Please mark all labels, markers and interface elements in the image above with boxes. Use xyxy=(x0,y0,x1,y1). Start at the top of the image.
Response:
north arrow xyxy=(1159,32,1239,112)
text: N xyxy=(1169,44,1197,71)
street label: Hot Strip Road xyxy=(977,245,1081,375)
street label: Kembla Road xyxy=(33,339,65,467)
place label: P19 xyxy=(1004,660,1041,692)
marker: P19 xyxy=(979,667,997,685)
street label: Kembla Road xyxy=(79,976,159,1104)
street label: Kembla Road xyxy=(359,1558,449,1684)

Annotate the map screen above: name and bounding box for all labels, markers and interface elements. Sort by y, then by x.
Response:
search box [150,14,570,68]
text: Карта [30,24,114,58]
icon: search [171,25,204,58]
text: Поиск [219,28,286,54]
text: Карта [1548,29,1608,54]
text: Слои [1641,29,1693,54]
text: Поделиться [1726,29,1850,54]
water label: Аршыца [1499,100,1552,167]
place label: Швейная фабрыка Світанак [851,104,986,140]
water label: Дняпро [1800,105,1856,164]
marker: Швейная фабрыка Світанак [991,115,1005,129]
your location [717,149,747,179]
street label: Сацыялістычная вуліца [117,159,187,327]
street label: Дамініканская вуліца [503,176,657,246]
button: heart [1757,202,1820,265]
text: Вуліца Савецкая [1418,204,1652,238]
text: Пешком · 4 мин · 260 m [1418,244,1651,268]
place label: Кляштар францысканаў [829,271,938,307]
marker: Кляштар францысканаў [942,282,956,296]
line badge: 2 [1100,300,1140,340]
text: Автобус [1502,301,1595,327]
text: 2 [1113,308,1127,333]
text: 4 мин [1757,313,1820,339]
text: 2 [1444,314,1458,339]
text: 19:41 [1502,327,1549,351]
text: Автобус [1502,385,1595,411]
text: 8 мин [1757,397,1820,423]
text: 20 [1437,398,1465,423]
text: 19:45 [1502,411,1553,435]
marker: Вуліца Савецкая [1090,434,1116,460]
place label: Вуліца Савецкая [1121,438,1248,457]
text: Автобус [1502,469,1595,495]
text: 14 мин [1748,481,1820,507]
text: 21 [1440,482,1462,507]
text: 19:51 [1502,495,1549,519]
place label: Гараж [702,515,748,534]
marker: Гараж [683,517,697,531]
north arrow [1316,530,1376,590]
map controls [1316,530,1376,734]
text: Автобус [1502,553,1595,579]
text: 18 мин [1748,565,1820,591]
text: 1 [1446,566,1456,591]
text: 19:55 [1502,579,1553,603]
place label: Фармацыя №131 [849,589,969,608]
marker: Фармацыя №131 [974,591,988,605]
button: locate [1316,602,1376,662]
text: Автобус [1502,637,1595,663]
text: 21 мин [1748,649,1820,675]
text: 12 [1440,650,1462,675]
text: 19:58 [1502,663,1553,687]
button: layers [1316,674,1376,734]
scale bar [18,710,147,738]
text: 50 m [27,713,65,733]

+ + + + + + +

> EXERCISE PROMPT: Reproduce the material exactly, from the first line to the last.

> SOLVED EXERCISE:
Please mark all labels, markers and interface elements in the image above with boxes. Use xyxy=(x0,y0,x1,y1). Start at the top of the image.
Response:
north arrow xyxy=(1159,32,1239,112)
text: N xyxy=(1169,44,1197,71)
street label: Hot Strip Road xyxy=(977,245,1081,375)
street label: Kembla Road xyxy=(33,339,65,467)
place label: P19 xyxy=(1004,660,1041,692)
marker: P19 xyxy=(979,667,997,685)
street label: Kembla Road xyxy=(79,976,159,1104)
street label: Kembla Road xyxy=(359,1558,449,1684)

Annotate the map screen above: name and bounding box for all labels, markers and interface elements. Sort by y, then by x.
Response:
search box [150,14,570,68]
text: Карта [30,24,114,58]
icon: search [171,25,204,58]
text: Поиск [219,28,286,54]
text: Карта [1548,29,1608,54]
text: Слои [1641,29,1693,54]
text: Поделиться [1726,29,1850,54]
water label: Аршыца [1499,100,1552,167]
place label: Швейная фабрыка Світанак [851,104,986,140]
water label: Дняпро [1800,105,1856,164]
marker: Швейная фабрыка Світанак [991,115,1005,129]
your location [717,149,747,179]
street label: Сацыялістычная вуліца [117,159,187,327]
street label: Дамініканская вуліца [503,176,657,246]
button: heart [1757,202,1820,265]
text: Вуліца Савецкая [1418,204,1652,238]
text: Пешком · 4 мин · 260 m [1418,244,1651,268]
place label: Кляштар францысканаў [829,271,938,307]
marker: Кляштар францысканаў [942,282,956,296]
line badge: 2 [1100,300,1140,340]
text: Автобус [1502,301,1595,327]
text: 2 [1113,308,1127,333]
text: 4 мин [1757,313,1820,339]
text: 2 [1444,314,1458,339]
text: 19:41 [1502,327,1549,351]
text: Автобус [1502,385,1595,411]
text: 8 мин [1757,397,1820,423]
text: 20 [1437,398,1465,423]
text: 19:45 [1502,411,1553,435]
marker: Вуліца Савецкая [1090,434,1116,460]
place label: Вуліца Савецкая [1121,438,1248,457]
text: Автобус [1502,469,1595,495]
text: 14 мин [1748,481,1820,507]
text: 21 [1440,482,1462,507]
text: 19:51 [1502,495,1549,519]
place label: Гараж [702,515,748,534]
marker: Гараж [683,517,697,531]
north arrow [1316,530,1376,590]
map controls [1316,530,1376,734]
text: Автобус [1502,553,1595,579]
text: 18 мин [1748,565,1820,591]
text: 1 [1446,566,1456,591]
text: 19:55 [1502,579,1553,603]
place label: Фармацыя №131 [849,589,969,608]
marker: Фармацыя №131 [974,591,988,605]
button: locate [1316,602,1376,662]
text: Автобус [1502,637,1595,663]
text: 21 мин [1748,649,1820,675]
text: 12 [1440,650,1462,675]
text: 19:58 [1502,663,1553,687]
button: layers [1316,674,1376,734]
scale bar [18,710,147,738]
text: 50 m [27,713,65,733]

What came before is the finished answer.